Hon. John Jay, afterwards Minister to Austria, wrote from New York:—
“I wrote you hastily my congratulations and thanks on your last powerful effort, the effect of which I think will be stupendous and permanent, giving a vigor to the cause, and a definiteness to the opinion of the North, and an example of pluck more powerful in its persuasive influence than a thousand essays.”
Hon. Gerrit Smith, always champion of the slave, wrote from his home at Peterborough, New York:—
“I have this day read your speech as it appeared in the New York Times of the 5th. God be praised for the proof it affords that you are yourself again,—ay, more than yourself! I say more,—for, though the ‘Crime against Kansas’ was the speech of your life, this is the speech of your life. This eclipses that. It is far more instructive, and will be far more useful, and it is not at all inferior to the other in vigor or rhetoric.
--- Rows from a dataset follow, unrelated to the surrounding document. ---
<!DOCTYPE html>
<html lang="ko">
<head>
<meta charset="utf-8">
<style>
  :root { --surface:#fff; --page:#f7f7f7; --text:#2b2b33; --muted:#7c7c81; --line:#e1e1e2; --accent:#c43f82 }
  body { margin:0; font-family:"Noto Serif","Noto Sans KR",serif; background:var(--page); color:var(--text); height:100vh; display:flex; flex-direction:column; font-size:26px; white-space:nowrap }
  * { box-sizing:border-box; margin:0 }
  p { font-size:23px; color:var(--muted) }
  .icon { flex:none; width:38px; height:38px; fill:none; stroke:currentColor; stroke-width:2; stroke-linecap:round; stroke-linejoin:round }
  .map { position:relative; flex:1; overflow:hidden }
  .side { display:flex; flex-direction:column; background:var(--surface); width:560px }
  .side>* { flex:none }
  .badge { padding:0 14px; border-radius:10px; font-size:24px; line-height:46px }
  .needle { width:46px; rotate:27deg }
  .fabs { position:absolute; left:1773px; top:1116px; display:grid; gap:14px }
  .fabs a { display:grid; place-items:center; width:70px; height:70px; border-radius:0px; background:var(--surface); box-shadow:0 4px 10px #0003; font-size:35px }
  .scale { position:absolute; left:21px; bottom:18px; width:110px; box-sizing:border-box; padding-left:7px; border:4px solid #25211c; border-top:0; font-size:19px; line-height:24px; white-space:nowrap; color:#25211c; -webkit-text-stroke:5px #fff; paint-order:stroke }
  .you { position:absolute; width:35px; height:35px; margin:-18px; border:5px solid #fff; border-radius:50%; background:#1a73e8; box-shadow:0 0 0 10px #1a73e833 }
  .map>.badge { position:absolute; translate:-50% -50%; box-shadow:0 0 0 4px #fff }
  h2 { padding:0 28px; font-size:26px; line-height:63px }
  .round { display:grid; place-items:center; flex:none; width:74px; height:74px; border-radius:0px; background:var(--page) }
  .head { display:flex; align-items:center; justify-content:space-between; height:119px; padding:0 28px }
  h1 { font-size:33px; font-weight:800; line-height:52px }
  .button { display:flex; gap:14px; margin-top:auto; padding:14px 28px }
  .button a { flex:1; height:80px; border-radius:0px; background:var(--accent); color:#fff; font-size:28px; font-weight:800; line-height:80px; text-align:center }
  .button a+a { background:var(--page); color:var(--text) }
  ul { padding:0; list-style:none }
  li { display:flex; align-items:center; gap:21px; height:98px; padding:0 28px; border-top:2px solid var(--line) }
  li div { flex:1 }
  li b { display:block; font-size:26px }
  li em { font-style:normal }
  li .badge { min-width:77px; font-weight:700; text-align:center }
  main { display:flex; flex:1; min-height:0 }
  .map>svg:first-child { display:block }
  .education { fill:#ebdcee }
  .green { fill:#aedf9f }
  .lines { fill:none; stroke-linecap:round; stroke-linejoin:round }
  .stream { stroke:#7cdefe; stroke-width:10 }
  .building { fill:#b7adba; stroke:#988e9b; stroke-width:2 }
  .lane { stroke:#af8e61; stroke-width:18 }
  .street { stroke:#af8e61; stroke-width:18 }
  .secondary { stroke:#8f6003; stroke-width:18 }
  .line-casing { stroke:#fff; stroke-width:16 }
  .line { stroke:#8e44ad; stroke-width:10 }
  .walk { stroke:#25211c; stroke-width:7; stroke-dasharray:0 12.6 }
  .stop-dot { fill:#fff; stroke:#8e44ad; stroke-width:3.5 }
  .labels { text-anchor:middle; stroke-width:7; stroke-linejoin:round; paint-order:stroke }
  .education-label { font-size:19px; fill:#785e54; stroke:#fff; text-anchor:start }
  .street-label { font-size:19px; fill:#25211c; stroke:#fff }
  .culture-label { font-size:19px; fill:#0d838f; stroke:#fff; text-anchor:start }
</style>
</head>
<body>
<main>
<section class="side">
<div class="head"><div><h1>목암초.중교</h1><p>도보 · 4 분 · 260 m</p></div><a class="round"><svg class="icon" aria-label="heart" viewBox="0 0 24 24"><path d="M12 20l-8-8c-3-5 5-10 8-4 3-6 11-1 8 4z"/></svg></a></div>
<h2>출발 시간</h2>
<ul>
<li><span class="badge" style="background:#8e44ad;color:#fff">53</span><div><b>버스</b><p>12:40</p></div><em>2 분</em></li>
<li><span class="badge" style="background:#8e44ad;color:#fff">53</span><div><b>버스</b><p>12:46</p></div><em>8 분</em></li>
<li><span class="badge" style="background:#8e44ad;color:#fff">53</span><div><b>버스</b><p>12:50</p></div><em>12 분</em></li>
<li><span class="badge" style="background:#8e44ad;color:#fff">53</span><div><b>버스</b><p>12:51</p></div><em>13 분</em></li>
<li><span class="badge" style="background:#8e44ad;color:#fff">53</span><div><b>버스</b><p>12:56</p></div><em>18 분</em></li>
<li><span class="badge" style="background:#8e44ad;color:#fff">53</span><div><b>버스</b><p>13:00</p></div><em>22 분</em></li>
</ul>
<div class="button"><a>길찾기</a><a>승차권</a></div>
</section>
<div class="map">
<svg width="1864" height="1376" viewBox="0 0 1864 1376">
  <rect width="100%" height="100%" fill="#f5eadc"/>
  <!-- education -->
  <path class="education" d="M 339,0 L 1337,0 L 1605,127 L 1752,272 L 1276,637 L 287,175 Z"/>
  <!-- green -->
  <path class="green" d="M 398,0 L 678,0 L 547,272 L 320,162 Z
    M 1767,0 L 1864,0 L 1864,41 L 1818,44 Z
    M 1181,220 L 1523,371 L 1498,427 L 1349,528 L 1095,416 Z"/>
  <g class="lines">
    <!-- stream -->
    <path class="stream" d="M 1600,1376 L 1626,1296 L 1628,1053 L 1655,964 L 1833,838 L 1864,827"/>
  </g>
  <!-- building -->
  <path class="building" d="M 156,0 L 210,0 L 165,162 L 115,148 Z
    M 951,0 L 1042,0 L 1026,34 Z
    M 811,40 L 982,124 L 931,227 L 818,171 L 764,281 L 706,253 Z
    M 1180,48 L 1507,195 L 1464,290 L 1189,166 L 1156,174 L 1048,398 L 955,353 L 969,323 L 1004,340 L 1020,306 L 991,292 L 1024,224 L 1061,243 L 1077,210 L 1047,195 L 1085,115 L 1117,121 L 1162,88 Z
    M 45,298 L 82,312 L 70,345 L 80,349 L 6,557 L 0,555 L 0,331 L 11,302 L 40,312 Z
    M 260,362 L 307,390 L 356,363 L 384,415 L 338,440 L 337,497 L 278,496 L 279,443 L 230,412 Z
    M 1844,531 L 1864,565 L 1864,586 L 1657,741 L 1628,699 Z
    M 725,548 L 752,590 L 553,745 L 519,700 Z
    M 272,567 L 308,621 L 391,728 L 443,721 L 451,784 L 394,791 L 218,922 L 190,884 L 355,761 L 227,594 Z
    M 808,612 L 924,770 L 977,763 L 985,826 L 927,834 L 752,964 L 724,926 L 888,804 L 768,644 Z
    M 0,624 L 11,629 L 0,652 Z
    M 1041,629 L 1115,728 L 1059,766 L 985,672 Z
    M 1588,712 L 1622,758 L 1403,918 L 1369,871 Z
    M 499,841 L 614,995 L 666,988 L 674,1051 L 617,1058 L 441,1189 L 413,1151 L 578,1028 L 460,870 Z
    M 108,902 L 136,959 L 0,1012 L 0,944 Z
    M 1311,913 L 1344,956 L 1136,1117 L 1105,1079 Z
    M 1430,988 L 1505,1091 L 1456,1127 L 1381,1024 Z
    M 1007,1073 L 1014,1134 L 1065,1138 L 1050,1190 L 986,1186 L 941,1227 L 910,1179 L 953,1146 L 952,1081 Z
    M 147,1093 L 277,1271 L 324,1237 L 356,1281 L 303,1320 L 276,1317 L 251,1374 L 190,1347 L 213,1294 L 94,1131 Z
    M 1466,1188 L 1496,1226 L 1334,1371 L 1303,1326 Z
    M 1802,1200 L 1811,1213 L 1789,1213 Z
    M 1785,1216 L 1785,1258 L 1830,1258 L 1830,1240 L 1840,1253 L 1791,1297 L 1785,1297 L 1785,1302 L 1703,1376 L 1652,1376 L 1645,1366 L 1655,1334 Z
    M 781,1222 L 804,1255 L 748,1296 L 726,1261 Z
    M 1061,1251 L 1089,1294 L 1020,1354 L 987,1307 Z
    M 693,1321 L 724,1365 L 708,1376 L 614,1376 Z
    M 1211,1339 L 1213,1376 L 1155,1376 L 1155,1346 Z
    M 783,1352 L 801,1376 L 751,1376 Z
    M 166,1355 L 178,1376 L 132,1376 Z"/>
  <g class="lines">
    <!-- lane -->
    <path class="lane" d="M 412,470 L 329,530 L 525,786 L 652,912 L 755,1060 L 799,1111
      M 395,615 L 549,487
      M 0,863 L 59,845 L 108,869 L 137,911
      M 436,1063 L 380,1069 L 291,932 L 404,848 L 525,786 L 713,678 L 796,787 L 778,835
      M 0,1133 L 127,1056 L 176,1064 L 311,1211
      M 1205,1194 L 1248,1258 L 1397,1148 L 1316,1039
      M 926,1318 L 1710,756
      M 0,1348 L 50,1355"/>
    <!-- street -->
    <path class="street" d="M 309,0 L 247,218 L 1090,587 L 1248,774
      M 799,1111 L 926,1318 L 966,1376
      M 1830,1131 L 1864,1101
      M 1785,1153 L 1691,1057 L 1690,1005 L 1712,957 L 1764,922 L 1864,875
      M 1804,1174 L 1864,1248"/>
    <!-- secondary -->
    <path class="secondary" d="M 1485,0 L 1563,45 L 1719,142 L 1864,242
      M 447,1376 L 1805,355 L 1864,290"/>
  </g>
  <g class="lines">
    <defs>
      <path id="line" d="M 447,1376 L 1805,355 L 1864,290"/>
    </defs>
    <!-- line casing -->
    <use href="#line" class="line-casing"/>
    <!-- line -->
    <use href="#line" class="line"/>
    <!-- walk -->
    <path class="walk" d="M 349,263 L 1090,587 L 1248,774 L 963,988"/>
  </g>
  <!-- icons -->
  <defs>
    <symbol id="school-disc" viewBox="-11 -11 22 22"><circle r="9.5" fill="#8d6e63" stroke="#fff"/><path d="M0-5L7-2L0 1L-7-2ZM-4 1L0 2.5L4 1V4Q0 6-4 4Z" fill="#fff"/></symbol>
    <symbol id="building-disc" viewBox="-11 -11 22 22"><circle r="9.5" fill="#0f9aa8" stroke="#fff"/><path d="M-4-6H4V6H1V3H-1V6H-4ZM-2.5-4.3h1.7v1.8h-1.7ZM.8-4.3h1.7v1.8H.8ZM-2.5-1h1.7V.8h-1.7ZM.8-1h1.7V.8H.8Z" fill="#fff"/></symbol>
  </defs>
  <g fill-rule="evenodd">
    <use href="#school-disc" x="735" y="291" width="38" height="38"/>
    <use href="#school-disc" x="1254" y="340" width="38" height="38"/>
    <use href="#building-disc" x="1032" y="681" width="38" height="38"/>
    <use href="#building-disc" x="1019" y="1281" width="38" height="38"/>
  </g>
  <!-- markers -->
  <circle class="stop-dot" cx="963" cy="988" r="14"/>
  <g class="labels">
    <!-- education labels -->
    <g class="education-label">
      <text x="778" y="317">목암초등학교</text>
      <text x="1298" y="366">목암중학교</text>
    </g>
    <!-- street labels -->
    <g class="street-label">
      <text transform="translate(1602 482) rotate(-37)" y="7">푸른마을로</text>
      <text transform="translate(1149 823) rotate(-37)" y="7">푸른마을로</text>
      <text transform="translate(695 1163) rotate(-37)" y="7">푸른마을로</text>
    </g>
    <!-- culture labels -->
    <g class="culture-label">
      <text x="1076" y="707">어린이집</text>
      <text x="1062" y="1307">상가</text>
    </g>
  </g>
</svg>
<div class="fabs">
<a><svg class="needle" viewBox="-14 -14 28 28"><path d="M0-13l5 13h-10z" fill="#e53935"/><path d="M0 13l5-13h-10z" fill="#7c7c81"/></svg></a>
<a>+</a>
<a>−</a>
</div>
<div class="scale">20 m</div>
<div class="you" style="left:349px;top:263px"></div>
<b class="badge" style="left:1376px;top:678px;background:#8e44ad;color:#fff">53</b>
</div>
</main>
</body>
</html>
“The slaveholders will all read this speech, and will all be profited by its clear, certain, and convincing truths. The candid among them will not dislike you for it; not a few of them will, at least in their hearts, thank and honor you for it. Would that they all might see that there is no wrong, no malice whatever, in your heart! Would that they all might see that you do not hate the slaveholder, but pity him as the victim of a false education!…
“I have read the editorial of the Times on your speech. It is more than unjust, it is wicked. Nor has the Tribune, so far as I have seen, any praises for you. But this is their way, or rather one of their ways, for promoting the interests of your Republican party.”